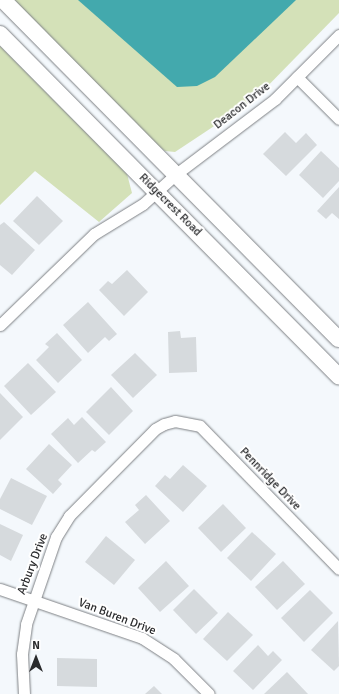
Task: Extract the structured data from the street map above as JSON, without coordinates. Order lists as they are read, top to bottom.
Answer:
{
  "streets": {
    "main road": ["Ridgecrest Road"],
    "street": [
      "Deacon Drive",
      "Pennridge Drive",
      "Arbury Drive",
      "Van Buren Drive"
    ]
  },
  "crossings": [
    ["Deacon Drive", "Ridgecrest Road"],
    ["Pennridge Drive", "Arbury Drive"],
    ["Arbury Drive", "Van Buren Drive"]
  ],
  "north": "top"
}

-- -- --

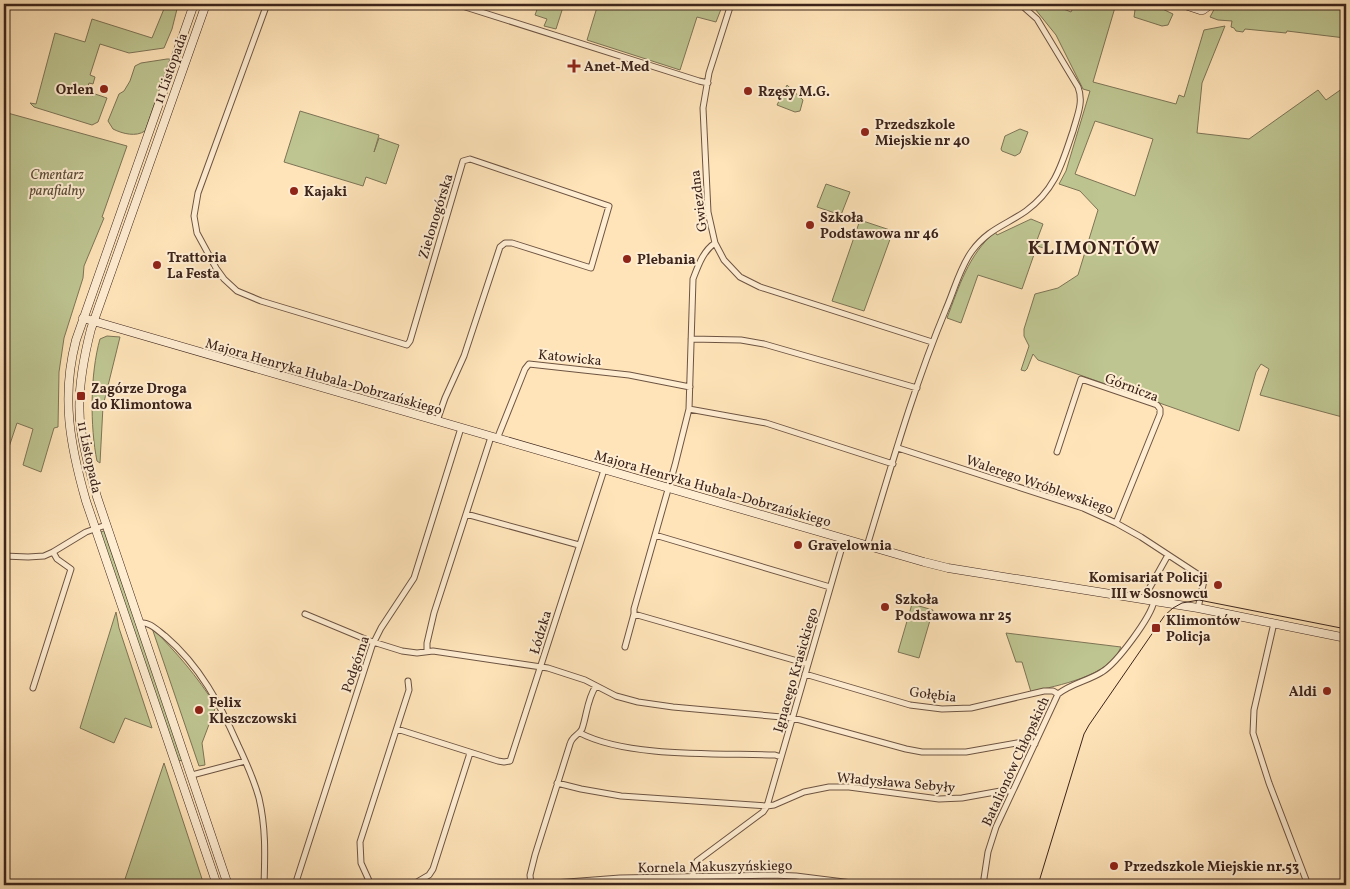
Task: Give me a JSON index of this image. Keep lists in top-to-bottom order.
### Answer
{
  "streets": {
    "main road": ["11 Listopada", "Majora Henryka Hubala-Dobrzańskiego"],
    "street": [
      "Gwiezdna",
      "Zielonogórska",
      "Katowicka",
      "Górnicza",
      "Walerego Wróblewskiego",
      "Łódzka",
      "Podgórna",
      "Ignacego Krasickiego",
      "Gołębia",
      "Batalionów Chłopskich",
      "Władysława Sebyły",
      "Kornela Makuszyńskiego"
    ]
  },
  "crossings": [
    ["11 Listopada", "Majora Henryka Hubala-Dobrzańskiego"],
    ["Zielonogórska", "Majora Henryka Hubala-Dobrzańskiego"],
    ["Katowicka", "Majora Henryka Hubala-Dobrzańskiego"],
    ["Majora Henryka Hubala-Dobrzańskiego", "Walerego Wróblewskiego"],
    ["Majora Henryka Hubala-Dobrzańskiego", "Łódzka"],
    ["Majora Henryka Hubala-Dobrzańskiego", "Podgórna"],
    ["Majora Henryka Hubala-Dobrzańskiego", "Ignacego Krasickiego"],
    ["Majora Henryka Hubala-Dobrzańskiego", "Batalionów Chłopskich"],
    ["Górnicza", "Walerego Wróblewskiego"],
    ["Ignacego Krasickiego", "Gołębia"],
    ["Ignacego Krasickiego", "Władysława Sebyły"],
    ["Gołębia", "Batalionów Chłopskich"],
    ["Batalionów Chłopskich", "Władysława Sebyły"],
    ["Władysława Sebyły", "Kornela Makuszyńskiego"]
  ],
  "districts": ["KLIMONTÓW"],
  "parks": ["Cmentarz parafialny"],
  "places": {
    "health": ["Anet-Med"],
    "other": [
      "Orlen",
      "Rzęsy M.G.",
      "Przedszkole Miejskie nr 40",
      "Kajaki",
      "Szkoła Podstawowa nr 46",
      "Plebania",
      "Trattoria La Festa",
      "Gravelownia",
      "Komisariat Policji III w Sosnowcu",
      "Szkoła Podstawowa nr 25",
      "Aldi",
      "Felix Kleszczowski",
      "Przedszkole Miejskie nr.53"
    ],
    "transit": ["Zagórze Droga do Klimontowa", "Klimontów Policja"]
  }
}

-- -- --

## Task to carry out:
Count the lines of the entries that hold the string "lists", then state that number and nothing more.

## Task response:
2